I could tell my mom was avoiding me. She could feel the magic coming off me — way too much, too reckless, too dangerous. I heard her moving around the house, but she didn't say a word to me. Part of me liked it. It felt... freeing. But the guilt stayed. I knew what my dad would've said.
I was in the wrong.
Even if I wanted to pretend otherwise.
I just wanted to fix everything. I was tired of being angry at my mom. Tired of hating this whole supernatural mess. I didn't want this life forever. The dangerous, bloody world we were all caught in — those were fixable problems. I could walk away from all of it one day.

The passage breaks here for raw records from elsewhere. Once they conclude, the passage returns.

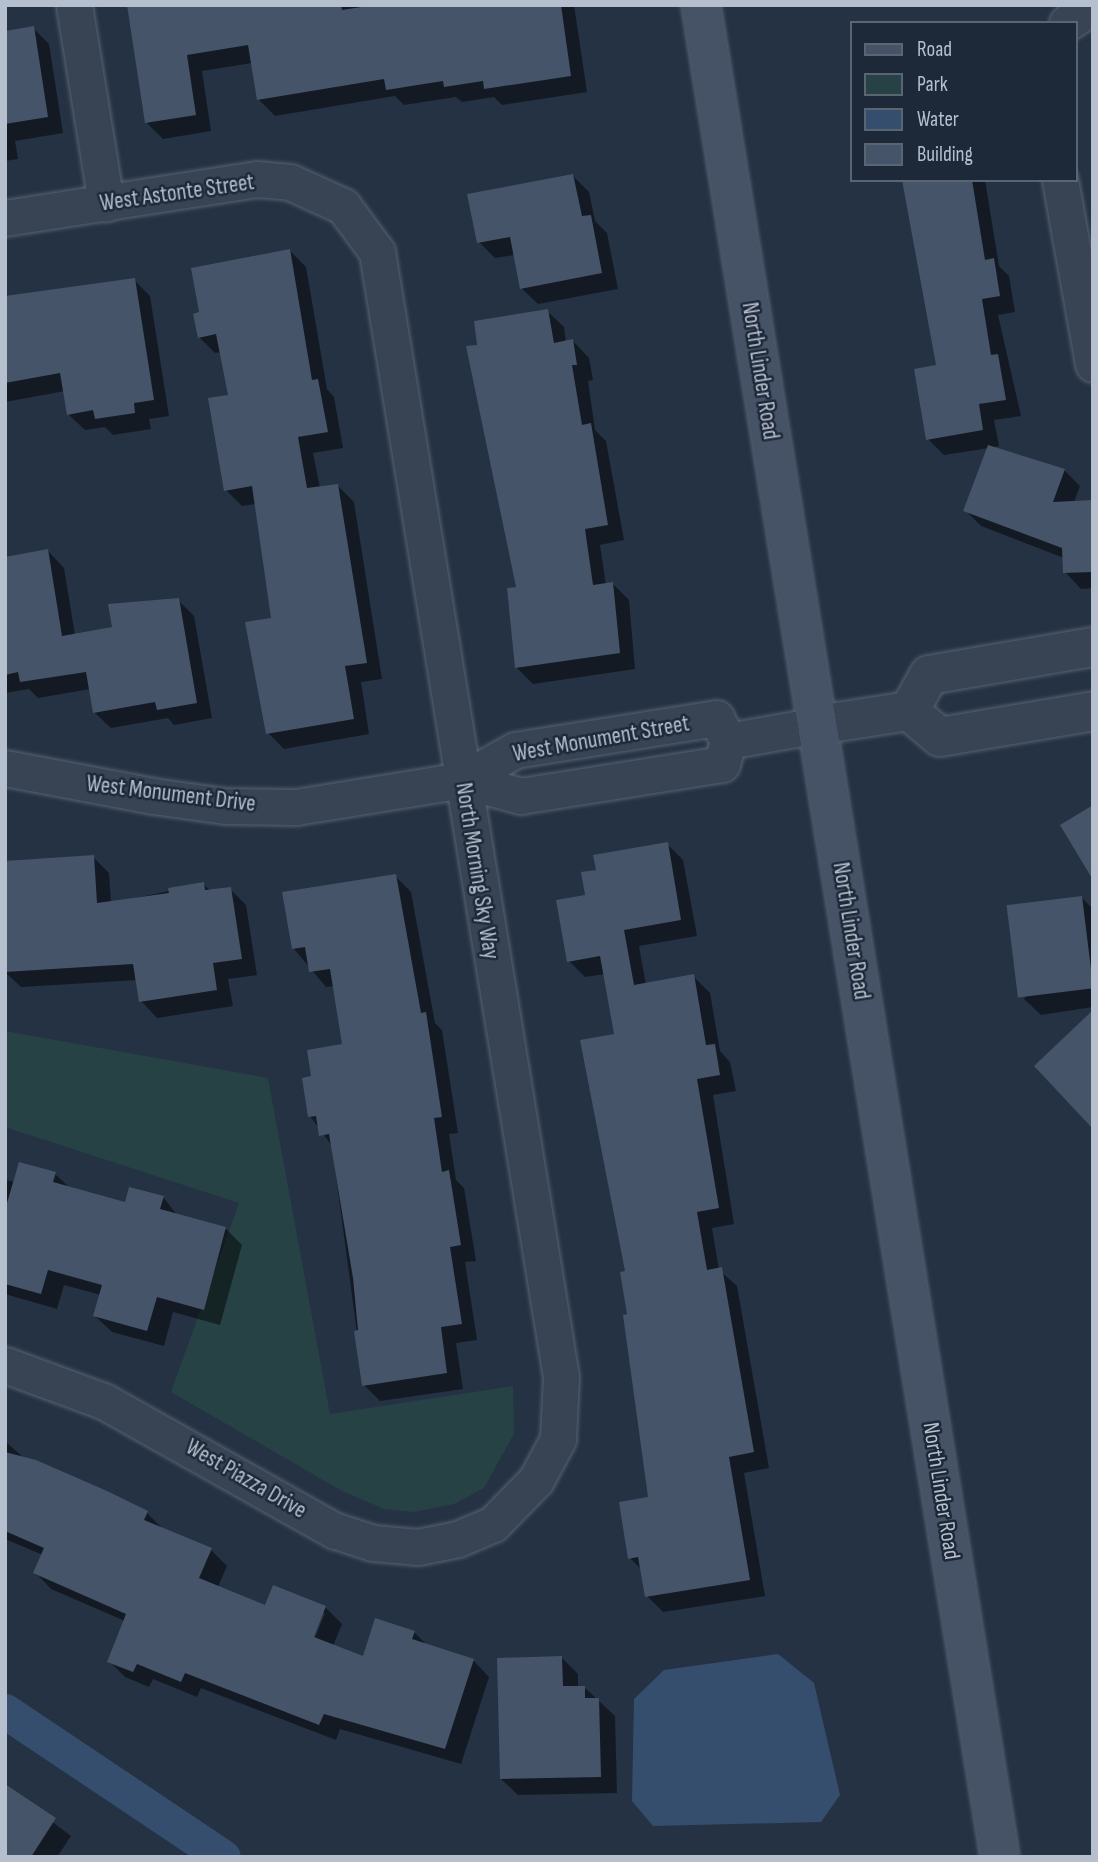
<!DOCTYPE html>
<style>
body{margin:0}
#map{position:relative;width:1098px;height:1862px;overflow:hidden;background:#243244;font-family:"Sofia Sans Condensed",sans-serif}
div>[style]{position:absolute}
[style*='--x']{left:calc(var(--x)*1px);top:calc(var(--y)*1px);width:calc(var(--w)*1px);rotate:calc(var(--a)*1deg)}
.green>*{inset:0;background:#264245}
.water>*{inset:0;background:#364e6d}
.shadow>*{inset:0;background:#0007}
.canal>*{height:35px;margin:-17.5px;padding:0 17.5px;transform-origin:17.5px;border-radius:17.5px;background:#364e6d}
.building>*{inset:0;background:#455469;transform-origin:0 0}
.roads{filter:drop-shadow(0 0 2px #576271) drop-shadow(0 0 2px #576271)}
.minor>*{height:35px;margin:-17.5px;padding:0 17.5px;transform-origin:17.5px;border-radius:17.5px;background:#384454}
.tertiary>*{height:38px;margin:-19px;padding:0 19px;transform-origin:19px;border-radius:19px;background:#384454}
.secondary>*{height:38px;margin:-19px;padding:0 19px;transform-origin:19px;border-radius:19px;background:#465367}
span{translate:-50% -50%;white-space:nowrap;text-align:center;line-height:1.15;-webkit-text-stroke:5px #1d2939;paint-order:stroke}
.street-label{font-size:23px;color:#b6bfcd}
.frame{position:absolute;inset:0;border:7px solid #b6bfcd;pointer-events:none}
.legend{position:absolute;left:850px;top:21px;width:228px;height:161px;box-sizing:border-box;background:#1d2939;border:2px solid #5a6574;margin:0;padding:9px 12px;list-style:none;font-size:21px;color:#b6bfcd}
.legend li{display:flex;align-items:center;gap:14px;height:35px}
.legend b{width:35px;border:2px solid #5a6574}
</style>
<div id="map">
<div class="green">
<div style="clip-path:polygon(5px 1031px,268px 1078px,330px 1414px,513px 1386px,514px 1434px,484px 1488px,454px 1504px,414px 1512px,384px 1509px,342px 1491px,171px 1392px,239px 1203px,5px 1127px)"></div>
</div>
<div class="water">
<div style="clip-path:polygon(778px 1654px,814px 1683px,840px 1795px,821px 1822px,653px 1826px,632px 1801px,634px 1699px,664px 1670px)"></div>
</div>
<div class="shadow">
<div style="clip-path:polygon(129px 5px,574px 5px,587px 92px,502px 105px,494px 97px,462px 102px,456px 97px,404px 105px,395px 96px,275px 116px,258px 99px,252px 63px,202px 71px,211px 131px,163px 139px,147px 123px)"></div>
<div style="clip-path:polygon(33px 28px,49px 44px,63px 133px,15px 141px,18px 159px,5px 161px,5px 32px)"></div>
<div style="clip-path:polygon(573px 176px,589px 192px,595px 221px,607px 233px,618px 289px,538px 304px,521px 288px,515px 255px,495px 258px,479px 242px)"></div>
<div style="clip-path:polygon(904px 180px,985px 180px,999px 266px,1009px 276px,1015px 312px,998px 315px,1021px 416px,994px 420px,999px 446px,990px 448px,1064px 470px,1080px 486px,1074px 502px,1093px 502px,1093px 588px,1081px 589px,1065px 572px,1064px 558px,981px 526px,965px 510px,989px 448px,944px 455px,928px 439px,938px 366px)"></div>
<div style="clip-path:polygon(290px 251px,306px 267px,327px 389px,334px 397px,343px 448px,313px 453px,320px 488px,338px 486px,354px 502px,382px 679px,361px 682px,369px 734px,284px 749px,268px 733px,273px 619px,256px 504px,242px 506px,226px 490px,230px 396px,221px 352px,215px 353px,199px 337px)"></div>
<div style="clip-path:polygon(134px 280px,150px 296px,169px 416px,149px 419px,151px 429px,113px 435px,105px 427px,85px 430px,68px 414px,65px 391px,5px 402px,5px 298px)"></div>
<div style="clip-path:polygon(547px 311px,564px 327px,566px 343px,573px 341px,589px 358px,593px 380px,588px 381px,595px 430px,606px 441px,624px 540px,600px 545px,606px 585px,613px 584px,629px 600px,635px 669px,533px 684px,517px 668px,518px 589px,479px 346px)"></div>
<div style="clip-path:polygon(48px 551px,64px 568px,75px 635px,114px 628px,178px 600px,194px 616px,212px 718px,174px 725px,168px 718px,111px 728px,94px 712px,90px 689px,38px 698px,29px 689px,5px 693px,5px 558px)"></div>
<div style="clip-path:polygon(667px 844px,683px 860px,697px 936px,639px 946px,646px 985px,693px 976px,710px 993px,720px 1051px,730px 1062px,736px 1091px,713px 1095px,734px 1224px,712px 1228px,719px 1270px,737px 1286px,769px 1468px,744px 1473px,765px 1596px,663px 1612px,647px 1596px,642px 1570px,630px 1558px,650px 1498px,629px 1316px,616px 1035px,605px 974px,585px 977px,569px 961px,598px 871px)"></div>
<div style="clip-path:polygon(93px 857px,109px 873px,111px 903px,203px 884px,211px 891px,230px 889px,246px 905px,257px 975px,228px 979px,233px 1006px,157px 1018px,141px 1001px,138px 980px,21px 987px,5px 972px)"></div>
<div style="clip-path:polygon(395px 876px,411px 892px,435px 1023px,442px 1030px,458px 1133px,449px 1134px,456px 1180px,464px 1188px,476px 1261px,465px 1262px,477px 1340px,456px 1343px,463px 1389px,380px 1401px,364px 1385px,332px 1146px,310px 1116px,344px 1046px,335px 986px,326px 987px,294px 949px)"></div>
<div style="clip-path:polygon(1081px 897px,1093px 909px,1093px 1007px,1041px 1015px,1024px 999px)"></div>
<div style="clip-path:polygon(55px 1174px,70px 1188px,126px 1204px,163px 1197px,178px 1216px,226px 1229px,242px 1245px,220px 1325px,173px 1312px,164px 1346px,112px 1332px,95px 1316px,101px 1295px,64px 1285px,57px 1309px,5px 1294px,5px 1180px,15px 1182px)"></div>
<div style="clip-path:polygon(evenodd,5px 1441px,25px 1459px,147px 1513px,163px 1529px,211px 1550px,227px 1566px,218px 1587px,266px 1607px,325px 1607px,342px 1624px,333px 1646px,364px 1658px,414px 1632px,429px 1647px,473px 1660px,489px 1677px,461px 1764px,340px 1729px,336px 1740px,201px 1688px,197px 1697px,153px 1679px,149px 1687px,125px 1677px,109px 1661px,125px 1621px,51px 1589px,35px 1572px,43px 1555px,5px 1539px,5px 1441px,321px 1613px,325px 1613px,312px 1645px,309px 1644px,321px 1613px)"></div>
<div style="clip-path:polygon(562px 1658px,578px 1674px,578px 1688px,584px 1687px,615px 1716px,617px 1793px,518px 1795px,501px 1779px)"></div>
<div style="clip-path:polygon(5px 1786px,71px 1836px,57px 1857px,5px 1857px)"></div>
</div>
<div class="canal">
<div style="--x:5;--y:1711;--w:262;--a:33.8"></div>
</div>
<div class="building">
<div style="clip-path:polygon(127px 5px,341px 5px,342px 10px,374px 5px,561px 5px,571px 76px,484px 89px,483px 81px,444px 87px,443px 81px,386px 90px,384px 79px,257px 100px,248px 45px,187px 55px,196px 115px,145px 123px)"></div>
<div style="clip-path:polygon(34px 26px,48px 117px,5px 124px,5px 31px)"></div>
<div style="clip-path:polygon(573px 174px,582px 216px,591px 215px,602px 273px,520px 289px,510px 237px,477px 243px,467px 194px)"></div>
<div style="clip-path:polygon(902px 180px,972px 180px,985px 260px,994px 258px,1000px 296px,982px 299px,991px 355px,998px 354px,1006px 400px,979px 404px,983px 430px,926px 440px,914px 369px,936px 365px)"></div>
<div style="clip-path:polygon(290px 249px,312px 380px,318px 379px,328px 432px,298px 437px,307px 488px,338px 484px,367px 663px,345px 666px,354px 719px,266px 734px,245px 622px,271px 618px,252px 486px,224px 491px,208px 398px,228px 395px,216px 334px,198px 338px,193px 314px,199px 312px,191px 268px)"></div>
<div style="clip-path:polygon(135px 278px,154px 400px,134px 403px,135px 413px,95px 419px,93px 410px,67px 415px,60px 373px,5px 383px,5px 296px)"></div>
<div style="clip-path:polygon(548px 309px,554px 343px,573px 339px,577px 365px,572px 365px,582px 425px,591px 423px,608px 525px,585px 529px,593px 585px,613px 582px,620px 653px,515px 668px,507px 588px,516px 587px,466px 346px,477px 345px,474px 321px)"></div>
<div style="clip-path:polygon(988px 445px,1065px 469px,1053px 502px,1093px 500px,1093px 572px,1063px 573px,1062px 548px,963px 511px)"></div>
<div style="clip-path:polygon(48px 549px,62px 636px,112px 627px,108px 604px,179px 598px,197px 703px,157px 710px,155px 702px,93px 713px,86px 672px,20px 682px,18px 672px,5px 675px,5px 557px)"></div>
<div style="clip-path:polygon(1093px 805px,1093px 880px,1060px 825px)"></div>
<div style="clip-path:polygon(668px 842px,681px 920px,624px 930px,634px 985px,694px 974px,706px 1045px,715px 1044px,720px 1075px,697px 1079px,719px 1208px,697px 1212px,707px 1270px,722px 1267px,754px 1452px,729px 1457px,750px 1580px,645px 1597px,638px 1557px,628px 1559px,619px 1502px,648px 1497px,623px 1315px,627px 1314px,620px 1272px,625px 1271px,580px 1040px,614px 1034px,600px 956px,567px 962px,556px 900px,585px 895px,581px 872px,596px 870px,593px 855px)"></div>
<div style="clip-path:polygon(94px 855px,97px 903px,169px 893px,168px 888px,204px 882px,205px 890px,231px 887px,242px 959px,213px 963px,217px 990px,139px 1002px,133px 964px,5px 972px,5px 861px)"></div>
<div style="clip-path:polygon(396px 874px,421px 1013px,426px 1012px,442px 1117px,434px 1118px,442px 1172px,449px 1170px,461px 1245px,450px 1247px,462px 1324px,441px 1327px,447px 1373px,362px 1386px,354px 1331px,358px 1330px,353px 1278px,329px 1134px,319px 1136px,316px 1116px,308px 1117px,302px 1078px,311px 1076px,307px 1050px,342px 1044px,330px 969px,309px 972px,305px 947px,292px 949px,282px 892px)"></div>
<div style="left:1082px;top:896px;width:93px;height:76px;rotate:83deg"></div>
<div style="clip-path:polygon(1093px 1010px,1093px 1129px,1034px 1066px)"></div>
<div style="clip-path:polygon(19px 1162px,56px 1172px,53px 1182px,125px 1202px,129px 1187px,164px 1196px,160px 1209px,226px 1227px,204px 1310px,157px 1297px,147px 1331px,93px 1316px,102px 1285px,48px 1270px,41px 1294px,5px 1284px,5px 1210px)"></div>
<div style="clip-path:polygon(5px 1452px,36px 1460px,107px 1491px,148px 1511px,144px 1520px,212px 1548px,199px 1578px,265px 1605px,273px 1585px,326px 1606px,314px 1637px,363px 1656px,375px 1618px,415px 1631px,412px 1639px,474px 1659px,445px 1749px,324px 1714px,319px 1725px,185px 1673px,181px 1682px,137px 1664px,133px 1672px,107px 1662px,126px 1614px,33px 1573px,44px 1548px,5px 1531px)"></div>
<div style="clip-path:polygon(562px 1656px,563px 1686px,585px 1686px,585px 1698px,599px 1698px,601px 1777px,500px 1779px,497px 1658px)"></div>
<div style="clip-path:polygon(5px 1784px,56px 1818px,31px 1857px,5px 1857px)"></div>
</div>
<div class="roads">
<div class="minor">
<div style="--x:74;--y:5;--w:201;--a:80.8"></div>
<div style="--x:1067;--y:23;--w:31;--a:-33"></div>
<div style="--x:1060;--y:180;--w:187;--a:79.8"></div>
<div style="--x:5;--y:218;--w:255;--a:-8.8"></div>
<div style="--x:257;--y:179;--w:33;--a:5"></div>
<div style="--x:290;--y:182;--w:58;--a:24.4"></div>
<div style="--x:343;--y:206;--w:57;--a:53.5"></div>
<div style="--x:377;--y:252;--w:1140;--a:80.71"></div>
<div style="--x:561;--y:1377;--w:62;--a:92.8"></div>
<div style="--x:558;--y:1439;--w:47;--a:118.2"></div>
<div style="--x:536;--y:1480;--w:62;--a:134.3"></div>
<div style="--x:493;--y:1524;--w:38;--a:157"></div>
<div style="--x:458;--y:1539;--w:41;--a:168.7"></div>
<div style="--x:418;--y:1547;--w:45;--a:-174.9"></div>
<div style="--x:373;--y:1543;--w:40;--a:-162"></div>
<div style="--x:335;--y:1531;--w:266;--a:-150.7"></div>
<div style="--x:103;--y:1401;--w:104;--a:-159.8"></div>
<div style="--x:728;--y:741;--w:91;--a:-10.1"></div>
<div style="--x:5;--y:768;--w:151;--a:10.7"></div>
<div style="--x:153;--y:796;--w:73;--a:7.9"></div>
<div style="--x:225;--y:806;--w:71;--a:0.8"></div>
<div style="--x:296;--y:807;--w:168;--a:-9.2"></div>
<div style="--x:462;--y:780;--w:61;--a:-29.5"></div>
<div style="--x:515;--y:750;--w:204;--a:-9"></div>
<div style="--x:716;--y:718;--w:26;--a:62"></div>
<div style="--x:728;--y:741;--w:24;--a:105"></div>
<div style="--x:722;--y:764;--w:204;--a:171"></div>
<div style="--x:521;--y:796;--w:61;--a:-164.8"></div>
</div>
<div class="tertiary">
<div style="--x:909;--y:711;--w:41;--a:-60.9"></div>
<div style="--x:929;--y:675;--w:166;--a:-9.7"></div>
<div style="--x:818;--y:725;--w:92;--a:-8.7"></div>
<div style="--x:909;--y:711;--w:40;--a:40"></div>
<div style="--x:940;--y:737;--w:155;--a:-9.6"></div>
</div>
<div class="secondary">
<div style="--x:701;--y:5;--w:1876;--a:80.83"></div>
</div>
</div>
<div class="street-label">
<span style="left:177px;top:193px;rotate:-8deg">West Astonte Street</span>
<span style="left:760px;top:371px;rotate:81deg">North Linder Road</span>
<span style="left:601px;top:739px;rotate:-10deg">West Monument Street</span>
<span style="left:171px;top:794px;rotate:7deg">West Monument Drive</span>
<span style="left:477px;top:871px;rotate:81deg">North Morning Sky Way</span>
<span style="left:851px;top:931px;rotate:81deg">North Linder Road</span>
<span style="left:246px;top:1479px;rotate:30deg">West Piazza Drive</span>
<span style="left:941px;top:1491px;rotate:81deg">North Linder Road</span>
</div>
<div class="frame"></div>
<ul class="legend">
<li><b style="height:9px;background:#465367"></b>Road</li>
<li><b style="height:19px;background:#264245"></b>Park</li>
<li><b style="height:19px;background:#364e6d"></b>Water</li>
<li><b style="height:19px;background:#455469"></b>Building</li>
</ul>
</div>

The only problem was Isaac.
I didn't want to let him go. I wasn't sure I even could.
I was in too deep. He made me feel things no one else ever had, and maybe no one else ever would. But there was no way anyone would accept us. If it ever got out, they'd kill him. I'd be shunned. Everything I cared about would fall apart.
And yet... I wasn't ready to give him up.
I spent half the night spiraling over that, tossing and turning until sleep finally caught me.
Then Allison woke me up. She needed me to check on Lydia, said she had something to do with Scott and Stiles — something she also wanted me to go see.